:: Prompt ::
Quote the entries below from the line with "position:relative; flex:none; width:646px;" through the line with "text-anchor:middle; dominant-baseline:central; stroke-width:4.5;", both ends included, and only those lines.

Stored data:
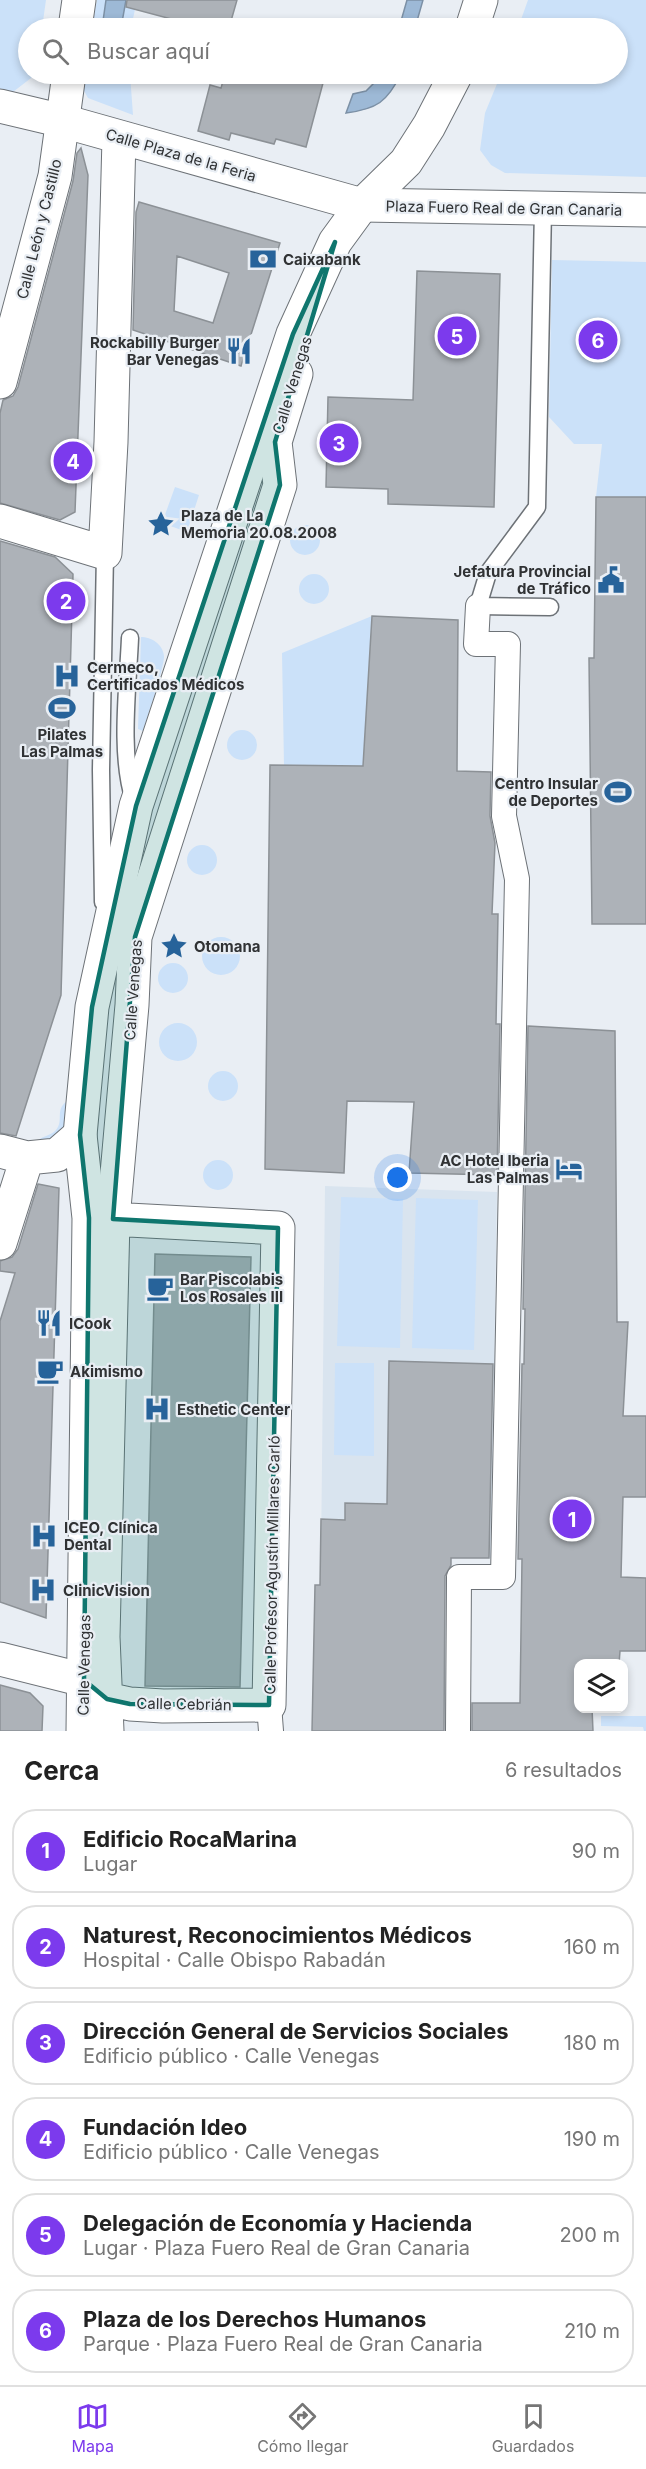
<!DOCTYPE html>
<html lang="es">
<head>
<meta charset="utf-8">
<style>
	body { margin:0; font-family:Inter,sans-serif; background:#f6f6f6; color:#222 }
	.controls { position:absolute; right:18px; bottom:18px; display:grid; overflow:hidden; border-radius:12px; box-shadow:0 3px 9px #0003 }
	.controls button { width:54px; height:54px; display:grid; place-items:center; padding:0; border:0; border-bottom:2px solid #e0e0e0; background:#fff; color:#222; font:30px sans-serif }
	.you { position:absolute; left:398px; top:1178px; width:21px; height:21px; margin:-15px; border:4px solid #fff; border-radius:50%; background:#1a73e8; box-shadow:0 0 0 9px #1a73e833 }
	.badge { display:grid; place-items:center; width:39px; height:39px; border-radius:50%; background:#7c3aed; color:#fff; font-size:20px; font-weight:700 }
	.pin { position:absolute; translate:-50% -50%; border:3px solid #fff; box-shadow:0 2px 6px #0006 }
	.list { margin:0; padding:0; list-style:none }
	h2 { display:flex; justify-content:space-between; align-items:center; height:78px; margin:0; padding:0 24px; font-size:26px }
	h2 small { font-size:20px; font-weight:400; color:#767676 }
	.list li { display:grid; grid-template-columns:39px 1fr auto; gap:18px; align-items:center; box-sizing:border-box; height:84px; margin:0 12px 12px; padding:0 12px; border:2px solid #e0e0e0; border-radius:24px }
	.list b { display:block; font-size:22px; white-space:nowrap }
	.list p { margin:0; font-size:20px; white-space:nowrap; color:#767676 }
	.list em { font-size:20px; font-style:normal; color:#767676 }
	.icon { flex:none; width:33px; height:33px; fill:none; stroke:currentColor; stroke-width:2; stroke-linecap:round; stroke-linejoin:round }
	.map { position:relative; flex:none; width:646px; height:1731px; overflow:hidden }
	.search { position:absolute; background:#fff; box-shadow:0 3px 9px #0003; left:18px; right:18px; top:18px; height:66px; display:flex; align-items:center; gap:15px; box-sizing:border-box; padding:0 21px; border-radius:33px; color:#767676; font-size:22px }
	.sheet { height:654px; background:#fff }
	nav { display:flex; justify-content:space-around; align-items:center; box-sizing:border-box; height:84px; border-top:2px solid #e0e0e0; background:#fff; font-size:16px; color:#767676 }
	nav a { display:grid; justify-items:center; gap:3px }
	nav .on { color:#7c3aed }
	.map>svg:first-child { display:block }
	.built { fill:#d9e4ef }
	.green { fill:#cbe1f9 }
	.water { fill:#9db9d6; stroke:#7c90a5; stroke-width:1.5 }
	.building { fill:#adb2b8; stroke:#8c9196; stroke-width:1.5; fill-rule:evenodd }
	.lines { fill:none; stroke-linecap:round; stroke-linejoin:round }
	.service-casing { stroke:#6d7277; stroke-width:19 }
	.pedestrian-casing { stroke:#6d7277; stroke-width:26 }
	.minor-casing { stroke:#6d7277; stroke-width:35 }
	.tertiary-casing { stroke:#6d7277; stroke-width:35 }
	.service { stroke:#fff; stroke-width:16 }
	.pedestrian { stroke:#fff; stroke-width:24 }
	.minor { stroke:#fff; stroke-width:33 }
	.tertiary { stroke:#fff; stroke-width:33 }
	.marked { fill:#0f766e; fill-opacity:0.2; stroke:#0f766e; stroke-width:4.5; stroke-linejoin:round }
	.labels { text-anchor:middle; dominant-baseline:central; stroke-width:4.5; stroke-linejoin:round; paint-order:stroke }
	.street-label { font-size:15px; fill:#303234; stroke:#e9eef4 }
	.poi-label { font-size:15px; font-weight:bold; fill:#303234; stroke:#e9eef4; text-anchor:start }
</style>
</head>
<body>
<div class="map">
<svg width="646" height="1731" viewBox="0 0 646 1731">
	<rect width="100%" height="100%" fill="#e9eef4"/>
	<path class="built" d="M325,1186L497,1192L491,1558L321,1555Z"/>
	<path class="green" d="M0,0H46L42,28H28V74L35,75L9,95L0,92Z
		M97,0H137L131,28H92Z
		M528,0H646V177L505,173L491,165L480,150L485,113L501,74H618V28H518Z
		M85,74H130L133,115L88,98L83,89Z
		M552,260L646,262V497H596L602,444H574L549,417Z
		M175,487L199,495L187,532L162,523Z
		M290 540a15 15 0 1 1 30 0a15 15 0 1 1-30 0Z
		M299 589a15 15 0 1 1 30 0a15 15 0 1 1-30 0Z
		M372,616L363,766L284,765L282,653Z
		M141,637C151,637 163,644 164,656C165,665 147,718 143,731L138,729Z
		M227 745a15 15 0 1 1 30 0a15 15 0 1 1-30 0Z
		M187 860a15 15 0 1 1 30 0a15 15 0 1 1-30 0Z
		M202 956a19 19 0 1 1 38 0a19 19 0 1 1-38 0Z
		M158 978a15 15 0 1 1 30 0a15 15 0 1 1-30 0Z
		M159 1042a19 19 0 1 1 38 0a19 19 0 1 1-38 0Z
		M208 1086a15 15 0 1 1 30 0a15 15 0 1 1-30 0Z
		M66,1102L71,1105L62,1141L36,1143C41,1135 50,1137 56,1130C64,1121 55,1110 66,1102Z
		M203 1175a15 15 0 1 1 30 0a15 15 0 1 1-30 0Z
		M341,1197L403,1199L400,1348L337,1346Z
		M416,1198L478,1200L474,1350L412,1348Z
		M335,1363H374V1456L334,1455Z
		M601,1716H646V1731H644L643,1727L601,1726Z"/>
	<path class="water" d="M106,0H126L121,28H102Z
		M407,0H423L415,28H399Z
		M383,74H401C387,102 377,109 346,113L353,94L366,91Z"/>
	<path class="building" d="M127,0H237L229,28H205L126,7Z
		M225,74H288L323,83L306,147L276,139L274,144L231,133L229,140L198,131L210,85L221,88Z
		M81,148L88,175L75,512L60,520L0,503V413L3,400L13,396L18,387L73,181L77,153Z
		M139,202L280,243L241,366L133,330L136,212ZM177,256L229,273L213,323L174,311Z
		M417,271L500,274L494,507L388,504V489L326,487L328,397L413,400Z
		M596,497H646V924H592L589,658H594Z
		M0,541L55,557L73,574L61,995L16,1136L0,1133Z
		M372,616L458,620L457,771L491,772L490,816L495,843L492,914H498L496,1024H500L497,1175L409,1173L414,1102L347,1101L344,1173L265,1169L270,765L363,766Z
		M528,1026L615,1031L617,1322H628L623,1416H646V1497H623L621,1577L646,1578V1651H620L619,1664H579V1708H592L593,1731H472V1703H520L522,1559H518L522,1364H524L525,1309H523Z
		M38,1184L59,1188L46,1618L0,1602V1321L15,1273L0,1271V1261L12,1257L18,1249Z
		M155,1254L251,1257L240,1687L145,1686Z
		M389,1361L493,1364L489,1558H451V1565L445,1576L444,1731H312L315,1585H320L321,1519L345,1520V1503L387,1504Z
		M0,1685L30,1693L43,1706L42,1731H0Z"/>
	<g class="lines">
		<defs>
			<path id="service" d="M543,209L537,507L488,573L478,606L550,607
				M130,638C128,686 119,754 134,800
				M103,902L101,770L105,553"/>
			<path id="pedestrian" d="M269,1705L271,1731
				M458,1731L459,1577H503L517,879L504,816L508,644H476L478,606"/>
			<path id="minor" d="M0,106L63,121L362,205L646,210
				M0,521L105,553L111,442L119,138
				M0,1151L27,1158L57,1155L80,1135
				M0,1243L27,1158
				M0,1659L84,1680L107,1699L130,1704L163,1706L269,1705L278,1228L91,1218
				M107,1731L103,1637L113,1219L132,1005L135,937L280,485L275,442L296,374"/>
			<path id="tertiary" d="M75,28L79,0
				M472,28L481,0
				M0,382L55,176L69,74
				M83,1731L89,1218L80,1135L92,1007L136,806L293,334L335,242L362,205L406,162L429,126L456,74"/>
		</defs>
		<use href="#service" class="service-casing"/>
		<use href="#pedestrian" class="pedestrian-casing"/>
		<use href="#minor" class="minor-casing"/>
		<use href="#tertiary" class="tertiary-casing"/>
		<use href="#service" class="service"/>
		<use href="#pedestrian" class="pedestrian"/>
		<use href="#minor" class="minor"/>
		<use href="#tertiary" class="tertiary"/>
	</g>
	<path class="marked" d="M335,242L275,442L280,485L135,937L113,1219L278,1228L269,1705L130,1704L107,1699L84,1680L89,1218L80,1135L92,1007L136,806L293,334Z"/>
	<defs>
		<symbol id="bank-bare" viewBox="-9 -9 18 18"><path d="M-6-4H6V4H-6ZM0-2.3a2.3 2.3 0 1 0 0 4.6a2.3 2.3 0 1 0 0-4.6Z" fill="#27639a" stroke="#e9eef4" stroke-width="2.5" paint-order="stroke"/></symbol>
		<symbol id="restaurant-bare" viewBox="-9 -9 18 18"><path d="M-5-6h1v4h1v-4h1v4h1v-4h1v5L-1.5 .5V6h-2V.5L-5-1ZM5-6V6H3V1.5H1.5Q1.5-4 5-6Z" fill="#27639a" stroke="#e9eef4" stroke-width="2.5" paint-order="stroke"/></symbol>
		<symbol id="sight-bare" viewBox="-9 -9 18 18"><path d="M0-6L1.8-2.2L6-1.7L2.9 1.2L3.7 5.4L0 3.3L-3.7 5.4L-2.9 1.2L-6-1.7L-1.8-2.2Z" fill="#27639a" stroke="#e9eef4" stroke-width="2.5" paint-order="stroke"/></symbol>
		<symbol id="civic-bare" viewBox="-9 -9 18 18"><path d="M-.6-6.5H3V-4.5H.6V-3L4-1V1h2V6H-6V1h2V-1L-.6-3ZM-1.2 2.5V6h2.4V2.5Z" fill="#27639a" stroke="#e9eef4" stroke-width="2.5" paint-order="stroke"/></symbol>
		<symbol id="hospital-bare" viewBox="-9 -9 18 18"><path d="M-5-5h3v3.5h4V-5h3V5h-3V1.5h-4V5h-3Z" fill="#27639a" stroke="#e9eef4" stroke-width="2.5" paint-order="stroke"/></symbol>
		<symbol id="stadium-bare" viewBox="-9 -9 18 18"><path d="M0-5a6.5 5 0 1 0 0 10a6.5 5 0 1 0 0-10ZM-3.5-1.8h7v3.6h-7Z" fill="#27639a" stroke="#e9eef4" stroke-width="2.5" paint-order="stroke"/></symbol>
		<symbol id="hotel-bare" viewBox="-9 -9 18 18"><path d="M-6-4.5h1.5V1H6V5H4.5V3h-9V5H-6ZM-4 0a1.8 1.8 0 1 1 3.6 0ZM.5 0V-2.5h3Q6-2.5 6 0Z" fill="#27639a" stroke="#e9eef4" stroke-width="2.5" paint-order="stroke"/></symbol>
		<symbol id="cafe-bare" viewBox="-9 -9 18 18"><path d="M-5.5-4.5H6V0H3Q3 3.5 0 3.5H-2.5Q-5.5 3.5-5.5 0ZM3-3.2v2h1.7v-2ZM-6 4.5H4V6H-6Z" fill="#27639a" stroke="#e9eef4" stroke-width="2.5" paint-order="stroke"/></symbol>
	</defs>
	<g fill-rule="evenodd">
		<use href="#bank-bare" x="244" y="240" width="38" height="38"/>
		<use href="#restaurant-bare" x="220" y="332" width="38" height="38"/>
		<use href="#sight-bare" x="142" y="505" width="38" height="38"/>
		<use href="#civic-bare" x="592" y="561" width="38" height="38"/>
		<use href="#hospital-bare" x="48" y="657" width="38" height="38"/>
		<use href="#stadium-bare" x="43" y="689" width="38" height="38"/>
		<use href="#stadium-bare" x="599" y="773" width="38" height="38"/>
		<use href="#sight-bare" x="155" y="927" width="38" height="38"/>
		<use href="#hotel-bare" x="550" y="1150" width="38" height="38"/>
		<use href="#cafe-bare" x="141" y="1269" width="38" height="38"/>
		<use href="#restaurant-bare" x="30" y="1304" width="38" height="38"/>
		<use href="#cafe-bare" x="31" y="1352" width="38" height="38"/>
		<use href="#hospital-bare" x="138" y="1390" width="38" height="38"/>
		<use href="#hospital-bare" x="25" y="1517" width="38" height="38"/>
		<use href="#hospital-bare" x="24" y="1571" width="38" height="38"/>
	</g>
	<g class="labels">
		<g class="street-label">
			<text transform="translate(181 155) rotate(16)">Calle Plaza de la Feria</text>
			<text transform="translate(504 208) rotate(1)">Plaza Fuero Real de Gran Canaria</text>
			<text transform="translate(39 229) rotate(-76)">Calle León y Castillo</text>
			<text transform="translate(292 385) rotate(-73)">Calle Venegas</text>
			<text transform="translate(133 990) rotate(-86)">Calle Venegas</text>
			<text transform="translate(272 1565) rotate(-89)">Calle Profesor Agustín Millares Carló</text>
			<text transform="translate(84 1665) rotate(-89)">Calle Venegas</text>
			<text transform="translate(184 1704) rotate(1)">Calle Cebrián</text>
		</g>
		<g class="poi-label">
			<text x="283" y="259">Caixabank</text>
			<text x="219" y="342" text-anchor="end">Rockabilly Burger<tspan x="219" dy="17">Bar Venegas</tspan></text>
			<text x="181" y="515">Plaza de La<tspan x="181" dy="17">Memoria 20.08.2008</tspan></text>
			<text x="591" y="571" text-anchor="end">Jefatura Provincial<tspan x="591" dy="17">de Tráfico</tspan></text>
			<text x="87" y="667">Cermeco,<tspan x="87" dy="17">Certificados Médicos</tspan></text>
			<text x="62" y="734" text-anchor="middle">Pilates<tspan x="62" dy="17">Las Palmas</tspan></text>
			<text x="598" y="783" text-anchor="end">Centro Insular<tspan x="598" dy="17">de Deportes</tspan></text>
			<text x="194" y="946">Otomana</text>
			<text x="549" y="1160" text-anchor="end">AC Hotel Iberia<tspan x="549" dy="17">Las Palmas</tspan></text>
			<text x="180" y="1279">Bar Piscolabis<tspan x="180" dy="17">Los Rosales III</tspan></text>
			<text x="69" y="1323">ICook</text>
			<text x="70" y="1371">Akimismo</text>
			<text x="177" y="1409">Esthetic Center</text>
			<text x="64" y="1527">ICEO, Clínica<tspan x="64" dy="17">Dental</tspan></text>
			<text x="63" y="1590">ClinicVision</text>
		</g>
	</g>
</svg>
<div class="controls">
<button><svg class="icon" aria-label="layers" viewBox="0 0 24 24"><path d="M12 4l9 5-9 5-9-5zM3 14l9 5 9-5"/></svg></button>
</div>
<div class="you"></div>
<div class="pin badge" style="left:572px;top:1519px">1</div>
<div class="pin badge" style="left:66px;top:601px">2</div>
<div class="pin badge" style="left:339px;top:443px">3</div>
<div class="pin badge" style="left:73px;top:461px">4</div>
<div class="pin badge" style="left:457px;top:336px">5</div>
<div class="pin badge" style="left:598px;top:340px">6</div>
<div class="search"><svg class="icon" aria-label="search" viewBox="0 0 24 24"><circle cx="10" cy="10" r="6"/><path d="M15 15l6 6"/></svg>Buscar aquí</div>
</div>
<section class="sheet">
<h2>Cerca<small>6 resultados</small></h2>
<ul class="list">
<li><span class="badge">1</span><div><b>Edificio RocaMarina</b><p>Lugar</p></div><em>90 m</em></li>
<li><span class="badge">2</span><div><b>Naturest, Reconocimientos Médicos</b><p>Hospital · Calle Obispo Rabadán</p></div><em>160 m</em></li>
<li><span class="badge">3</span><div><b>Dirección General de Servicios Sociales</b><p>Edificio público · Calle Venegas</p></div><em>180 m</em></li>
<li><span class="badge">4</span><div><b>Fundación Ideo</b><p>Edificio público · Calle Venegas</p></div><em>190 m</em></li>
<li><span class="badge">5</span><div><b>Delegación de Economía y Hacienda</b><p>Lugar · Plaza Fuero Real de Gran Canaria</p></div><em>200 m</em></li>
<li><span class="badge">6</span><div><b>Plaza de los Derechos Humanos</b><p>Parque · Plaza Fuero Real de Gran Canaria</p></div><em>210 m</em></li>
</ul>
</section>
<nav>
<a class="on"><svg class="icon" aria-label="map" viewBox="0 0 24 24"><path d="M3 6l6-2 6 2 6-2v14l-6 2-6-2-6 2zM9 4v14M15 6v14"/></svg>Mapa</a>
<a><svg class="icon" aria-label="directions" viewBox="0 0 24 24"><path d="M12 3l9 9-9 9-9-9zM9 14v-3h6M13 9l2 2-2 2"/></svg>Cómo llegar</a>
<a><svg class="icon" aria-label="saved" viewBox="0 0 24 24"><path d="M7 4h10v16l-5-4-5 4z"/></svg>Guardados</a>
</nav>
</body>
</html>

:: Result of the task ::
	.map { position:relative; flex:none; width:646px; height:1731px; overflow:hidden }
	.search { position:absolute; background:#fff; box-shadow:0 3px 9px #0003; left:18px; right:18px; top:18px; height:66px; display:flex; align-items:center; gap:15px; box-sizing:border-box; padding:0 21px; border-radius:33px; color:#767676; font-size:22px }
	.sheet { height:654px; background:#fff }
	nav { display:flex; justify-content:space-around; align-items:center; box-sizing:border-box; height:84px; border-top:2px solid #e0e0e0; background:#fff; font-size:16px; color:#767676 }
	nav a { display:grid; justify-items:center; gap:3px }
	nav .on { color:#7c3aed }
	.map>svg:first-child { display:block }
	.built { fill:#d9e4ef }
	.green { fill:#cbe1f9 }
	.water { fill:#9db9d6; stroke:#7c90a5; stroke-width:1.5 }
	.building { fill:#adb2b8; stroke:#8c9196; stroke-width:1.5; fill-rule:evenodd }
	.lines { fill:none; stroke-linecap:round; stroke-linejoin:round }
	.service-casing { stroke:#6d7277; stroke-width:19 }
	.pedestrian-casing { stroke:#6d7277; stroke-width:26 }
	.minor-casing { stroke:#6d7277; stroke-width:35 }
	.tertiary-casing { stroke:#6d7277; stroke-width:35 }
	.service { stroke:#fff; stroke-width:16 }
	.pedestrian { stroke:#fff; stroke-width:24 }
	.minor { stroke:#fff; stroke-width:33 }
	.tertiary { stroke:#fff; stroke-width:33 }
	.marked { fill:#0f766e; fill-opacity:0.2; stroke:#0f766e; stroke-width:4.5; stroke-linejoin:round }
	.labels { text-anchor:middle; dominant-baseline:central; stroke-width:4.5; stroke-linejoin:round; paint-order:stroke }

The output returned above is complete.